═════ MATERIAL FOR THE TASK ═════

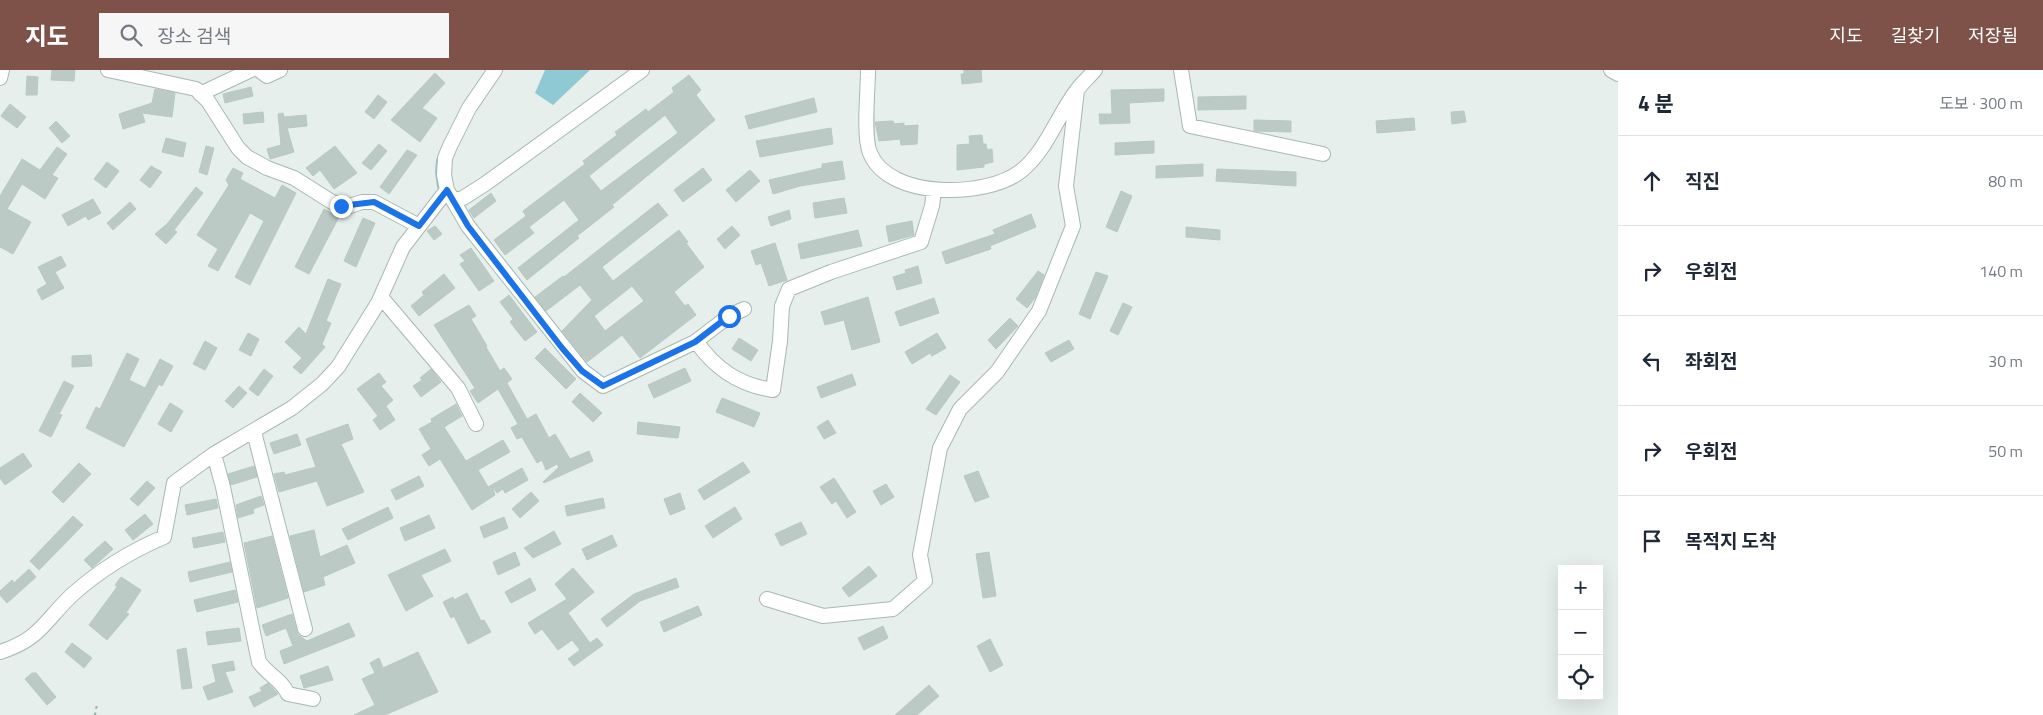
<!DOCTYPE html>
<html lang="ko">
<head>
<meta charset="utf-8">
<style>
	body { margin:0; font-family:"Titillium Web","Noto Sans KR",sans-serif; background:#f6f6f7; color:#1f2937 }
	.controls { position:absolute; right:15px; bottom:15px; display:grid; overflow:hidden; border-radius:0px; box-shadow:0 5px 20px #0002 }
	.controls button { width:45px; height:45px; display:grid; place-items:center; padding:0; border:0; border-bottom:1px solid #e0e1e3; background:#fff; color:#1f2937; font:25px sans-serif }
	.stop { position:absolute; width:15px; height:15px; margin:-11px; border:4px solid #1a73e8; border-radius:50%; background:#fff }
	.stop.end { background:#1a73e8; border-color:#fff; box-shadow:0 1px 5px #0008 }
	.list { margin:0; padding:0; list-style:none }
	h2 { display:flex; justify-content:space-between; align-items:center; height:65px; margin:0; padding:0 20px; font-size:21px }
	h2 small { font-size:16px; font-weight:400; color:#747a83 }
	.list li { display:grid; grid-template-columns:32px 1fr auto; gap:15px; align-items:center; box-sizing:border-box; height:90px; padding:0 20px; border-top:1px solid #e0e1e3 }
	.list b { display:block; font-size:19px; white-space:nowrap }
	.list em { font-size:16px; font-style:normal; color:#747a83 }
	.icon { flex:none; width:28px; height:28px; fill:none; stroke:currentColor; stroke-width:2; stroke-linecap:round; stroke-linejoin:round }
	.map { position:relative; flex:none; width:1618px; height:645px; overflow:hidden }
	header { display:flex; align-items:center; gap:30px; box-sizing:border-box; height:70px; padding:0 25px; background:#7f5249; color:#fff }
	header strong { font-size:24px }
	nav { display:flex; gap:28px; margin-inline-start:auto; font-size:18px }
	.search { width:350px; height:45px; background:#f6f6f7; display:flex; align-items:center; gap:12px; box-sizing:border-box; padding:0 18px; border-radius:0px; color:#747a83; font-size:19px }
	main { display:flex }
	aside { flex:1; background:#fff }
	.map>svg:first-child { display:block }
	.water { fill:#8ec9d4 }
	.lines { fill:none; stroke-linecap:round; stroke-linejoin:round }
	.stream { stroke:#8ec9d4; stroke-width:4 }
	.building { fill:#bbcac4; stroke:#b8c9c2; fill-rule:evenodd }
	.minor-casing { stroke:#a8b8b2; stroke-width:16 }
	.path { stroke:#86b3a5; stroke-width:2; stroke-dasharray:2.5 4; stroke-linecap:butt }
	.minor { stroke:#fff; stroke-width:14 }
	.route { stroke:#1a73e8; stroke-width:6 }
</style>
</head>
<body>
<header>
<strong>지도</strong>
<div class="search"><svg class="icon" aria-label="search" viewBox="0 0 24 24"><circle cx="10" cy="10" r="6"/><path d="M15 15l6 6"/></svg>장소 검색</div>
<nav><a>지도</a><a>길찾기</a><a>저장됨</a></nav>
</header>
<main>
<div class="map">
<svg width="1618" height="645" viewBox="0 0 1618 645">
	<rect width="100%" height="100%" fill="#e6efeb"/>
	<path class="water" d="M545 0H590L553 35 535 23Z"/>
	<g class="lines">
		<path class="stream" d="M438 90 437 102 439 117"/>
	</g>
	<path class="building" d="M52 0H75L74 11 51 10Z
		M964 0H981L982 12 962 14 961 4H964Z
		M435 3 445 13 422 38 437 48 420 72 391 50Z
		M689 5 701 20 696 25 715 50 612 135 614 137 577 166 579 168 527 210 518 198 579 150 564 130 529 157 534 163 505 185 494 170 526 146 523 141 585 94 583 91 617 65 615 62 646 39 648 42 674 22 672 18ZM665 45 678 63 601 121 589 106Z
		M27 6 38 7 37 25H26Z
		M251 17 253 26 225 33 223 24Z
		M155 19 175 23 172 47 142 43 145 52 123 59 119 44 152 33Z
		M1164 19V31L1129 33 1130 53 1100 54 1099 44H1112L1111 20Z
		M378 25 387 32 374 49 365 42Z
		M1246 26V39L1198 40V27Z
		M814 28 817 42 749 59 745 46Z
		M10 34 26 47 17 58 1 46Z
		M1464 41 1466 52 1452 54 1451 42Z
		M263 42 264 52 244 54 243 44Z
		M283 43 284 47 306 45 307 56 287 58 294 82 270 89 267 79 281 75 278 44Z
		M1414 48 1415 60 1377 63 1376 51Z
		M1254 50 1291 51V62L1254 61Z
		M56 51 70 66 62 73 49 58Z
		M893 51 894 54 904 53V56L918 55 917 74 901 75 900 69 879 71 875 52Z
		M831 58 833 74 760 87 756 71Z
		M982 65 983 74H986L987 80 992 79 993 92 984 94V97L957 100V75L970 74 969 66Z
		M166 68 186 73 183 87 162 82Z
		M1154 71V83L1115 85V73Z
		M379 74 387 81 371 100 362 93Z
		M206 76 214 78 207 105 199 102Z
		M335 76 357 103 334 119 320 100 313 106 306 98Z
		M57 77 67 84 52 105 58 108 45 129 22 114 7 139 31 152 13 184 0 177V126L22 89 40 100Z
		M407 80 417 85 389 124 380 117Z
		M842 91 845 109 800 116 773 124 769 110 822 98V94Z
		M107 92 119 101 106 118 94 109Z
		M1203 94V106L1156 108V96Z
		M151 96 162 102 150 118 140 110Z
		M233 98 243 103 240 109 275 128 282 115 296 123 250 215 235 207 264 151 250 143 218 201 208 196 218 179 197 165 229 115 226 110Z
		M703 98 712 110 683 132 674 120Z
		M1217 99 1296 102V116L1216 111Z
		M750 100 760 111 736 132 726 120Z
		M196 117 203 123 174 160 177 162 166 174 155 164 167 154Z
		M1121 121 1132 126 1117 162 1106 157Z
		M491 123 496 131 474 148 469 140Z
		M844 128 847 143 815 148 813 133Z
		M93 129 101 143 88 150 86 146 68 156 62 145Z
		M130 132 136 139 113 160 107 153Z
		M658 133 668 145 602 197 613 211 679 160 688 172 686 173 704 197 674 222 685 236 688 234 696 245 640 288 622 265 587 292 562 261 592 230 580 215 546 241 535 227 563 206 564 207ZM632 216 644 231 605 261 594 246Z
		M324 139 339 147 309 204 295 197Z
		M789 140 791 149 771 156 768 147Z
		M1031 144 1036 157 990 176 991 179 946 194 942 182 995 164 993 160Z
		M363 148 375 153 356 197 344 191Z
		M912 151 914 165 889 172 886 156Z
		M435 156 442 164 434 170 427 161Z
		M732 156 740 165 725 179 717 169Z
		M1186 157 1220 160V170L1186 167Z
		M858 160 862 176 801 189 798 174Z
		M775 173 787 210 769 216 761 193 756 195 751 181Z
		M471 178 494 211 479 221 460 194 465 191 460 185Z
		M61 186 66 196 55 202 64 218 42 230 37 220 47 214 38 197Z
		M918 196 922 213 897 220 893 207 906 203 905 200Z
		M1038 201 1044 205 1035 228 1027 238 1016 229Z
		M1096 202 1108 206 1090 249 1079 244Z
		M444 204 455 218 419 246 411 236 424 225 422 222Z
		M328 209 341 214 326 251 331 253 322 274 325 277 301 304 293 297 302 288 285 272 299 257 306 264Z
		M509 225 537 262 525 271 510 252 513 249 500 232Z
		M868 227 880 272 852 280 844 250 825 255 821 242Z
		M934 228 939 243 900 256 895 242Z
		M1123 233 1132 237 1118 265 1110 261Z
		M469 235 476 246 471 249 487 276 486 277 500 301 504 298 512 309 507 313 527 349 536 344 549 368 555 364 570 389 589 381 593 391 544 413 543 412 559 397 557 394 546 400 542 390 537 393 522 367 517 369 511 358 518 354 498 319 478 333 470 321 475 318 434 255Z
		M1010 248 1018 256 996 279 988 270Z
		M248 263 259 269 251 286 239 280Z
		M937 263 946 278 932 286 930 283 912 294 905 282Z
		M739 268 758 280 751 291 732 279Z
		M1069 270 1074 279 1051 292 1045 283Z
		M205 271 217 278 205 300 193 294Z
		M545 278 576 309 566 319 535 288Z
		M127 283 139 289 129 310 145 318 160 289 173 296 162 316 159 314 124 377 86 358 96 337 100 339Z
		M91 285 92 296 72 297V286Z
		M685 298 691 311 654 328 648 315Z
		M264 299 273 306 258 326 249 319Z
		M431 299 441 312 421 327 413 316 422 310 420 308Z
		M379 303 386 312 381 316 393 330 386 336 395 350 380 360 373 350 378 346 357 319Z
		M852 304 856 315 821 328 817 317Z
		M950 305 960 312 936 345 926 339Z
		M64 311 74 316 59 344 62 345 51 367 39 361Z
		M239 316 247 323 233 338 225 331Z
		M580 323 602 343 593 352 572 332Z
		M722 328 760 343 754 357 716 342Z
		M170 333 183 341 171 362 158 354Z
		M456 334 462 346 444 357 466 391 503 370 510 382 478 400 488 417 522 398 528 410 505 423 503 419 497 423 492 416 495 425 472 440 440 389 429 396 422 385 431 379 419 359 432 352 431 349Z
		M828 350 836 363 824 369 817 357Z
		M638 352 680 357 678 368 637 364Z
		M348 354 353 369 341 374 364 422 327 436 317 411 279 422 274 404 284 402 285 405 316 397 306 369Z
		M297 364 301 375 274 384 270 373Z
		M23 383 32 396 5 415 0 408V398Z
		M743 392 750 402 704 430 698 420Z
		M79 393 91 404 63 433 52 422Z
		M254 396 257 407 231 415 228 404Z
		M978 401 989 427 975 432 964 406Z
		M419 406 424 416 396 430 391 420Z
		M834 408 856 442 847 448 836 431 832 434 820 417Z
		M147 411 155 418 138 436 130 429Z
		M886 414 894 427 881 435 873 421Z
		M531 422 539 431 520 448 512 439Z
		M680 423 685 439 670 445 664 429Z
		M261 426 264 435 253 439 254 443 238 448 236 435Z
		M603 428 605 438 567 446 565 436Z
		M216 429 218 438 187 445 185 435Z
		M388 437 393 448 348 470 342 459Z
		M735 437 742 449 713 468 705 456Z
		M145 444 153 454 133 470 125 460Z
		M429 445 435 458 405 471 400 458Z
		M73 446 83 455 39 500 30 491Z
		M504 447 508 458 484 468 480 457Z
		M801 452 807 464 781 476 775 464Z
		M314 460 320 487 347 475 355 493 323 507 325 515 304 522 290 466Z
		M554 461 561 474 533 488 524 478Z
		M223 462 225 472 194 478 192 468Z
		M612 465 617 476 587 490 582 479Z
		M272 466 288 528 257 538 244 473Z
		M105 471 113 479 92 498 84 490Z
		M445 479 451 491 421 505 433 526 406 541 388 505Z
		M515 482 520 495 498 505 493 492Z
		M989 482 996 526 983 528 976 484Z
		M230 492 232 502 190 512 188 502Z
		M869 496 877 506 849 527 842 518Z
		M573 498 594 522 568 543 590 573 597 568 603 575 574 596 568 589 580 580 572 570 558 580 542 559 535 564 528 553 567 529 555 514Z
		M29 499 36 507 7 533 0 525V521L12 510 14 513Z
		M121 507 141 520 126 543 129 544 107 570 89 555 117 517 115 515Z
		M530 508 536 520 511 533 505 522Z
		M676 508 679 517 640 531 607 557 601 549 634 524Z
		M235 520 238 532 197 542 194 530Z
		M467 523 481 551 484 550 491 562 468 574 454 546 451 548 443 532 453 527 454 530Z
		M698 536 702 545 664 562 660 552Z
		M292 544 298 565 307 571 349 553 355 566 284 594 280 581 293 576 286 558 266 566 262 555Z
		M883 556 888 568 864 580 858 568Z
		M239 558 241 571 208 575 206 562Z
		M990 569 1003 595 990 602 977 576Z
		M72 573 92 588 84 598 65 582Z
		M186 578 192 618 182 619 177 580Z
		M418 582 438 622 385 645H354L375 635 362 609 375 603 370 593 379 588 383 598Z
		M233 591 235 600 225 602 233 622 208 630 203 617 216 612 212 595Z
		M328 596 333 610 304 618 300 606Z
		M32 603H36L56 627 47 635 25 609Z
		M268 613 278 624 254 637 249 627 262 621 260 618Z
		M929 615 939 626 917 645H895Z"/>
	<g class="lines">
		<defs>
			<path id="minor" d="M108 0 196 19 208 31 238 78 247 87 267 98 294 108 332 132 350 136 362 132H374L419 156
				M259 0 267 6 280 0
				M495 0 469 38 450 76 445 88 444 105 447 120 468 156 583 301 603 316 695 272 729 246 744 239
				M868 0C868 21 863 66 870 83 889 130 987 128 1021 101 1047 80 1057 46 1077 20 1082 13 1089 7 1095 0
				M1181 0 1190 56 1323 84
				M1611 0 1618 4
				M0 8 2 0
				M200 24 251 0
				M453 130 463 128 485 114 642 0
				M381 227 458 318 476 354
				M696 271C715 299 739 315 773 320L780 271 782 236 789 219 831 202 921 172 932 136 934 120
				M254 362 305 559
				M214 384 223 417 259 592C267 604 282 610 288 624L313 629
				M767 529 823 546 893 539 925 511 920 485 940 378 960 339 997 302 1039 241 1073 156 1066 116 1077 20
				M0 582C41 569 45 550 73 524 100 500 131 481 164 467L174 413 214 384 292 338 322 314 338 297 378 233 403 177 447 120"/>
		</defs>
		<use href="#minor" class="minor-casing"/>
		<path class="path" d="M95 645 97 634"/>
		<use href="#minor" class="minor"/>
	</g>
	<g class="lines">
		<path class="route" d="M341 136 374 132 419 156 447 120 468 156 562 278 582 301 603 316 695 272 729 246"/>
	</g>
</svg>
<div class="controls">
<button>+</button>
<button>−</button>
<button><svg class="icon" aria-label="locate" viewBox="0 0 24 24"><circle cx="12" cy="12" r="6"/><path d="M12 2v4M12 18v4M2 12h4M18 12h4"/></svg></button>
</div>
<div class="stop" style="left:729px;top:246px"></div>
<div class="stop end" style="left:341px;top:136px"></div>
</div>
<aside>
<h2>4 분<small>도보 · 300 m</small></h2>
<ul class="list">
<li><svg class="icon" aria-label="ahead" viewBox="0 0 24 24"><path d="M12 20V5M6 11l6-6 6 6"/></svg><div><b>직진</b></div><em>80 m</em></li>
<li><svg class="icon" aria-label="right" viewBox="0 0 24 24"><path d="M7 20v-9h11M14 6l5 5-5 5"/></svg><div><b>우회전</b></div><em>140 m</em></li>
<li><svg class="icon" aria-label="left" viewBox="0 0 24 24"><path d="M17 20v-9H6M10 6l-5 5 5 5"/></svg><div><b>좌회전</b></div><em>30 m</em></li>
<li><svg class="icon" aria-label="right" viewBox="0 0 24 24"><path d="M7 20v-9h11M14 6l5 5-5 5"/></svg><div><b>우회전</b></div><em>50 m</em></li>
<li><svg class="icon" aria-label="arrive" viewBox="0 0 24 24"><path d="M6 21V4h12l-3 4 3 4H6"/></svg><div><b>목적지 도착</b></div></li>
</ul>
</aside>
</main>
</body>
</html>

═════

### TASK DESCRIPTION:
A line in the material may hold the string "controls". Report how many do, and write only the number.

### YOUR RESPONSE:
3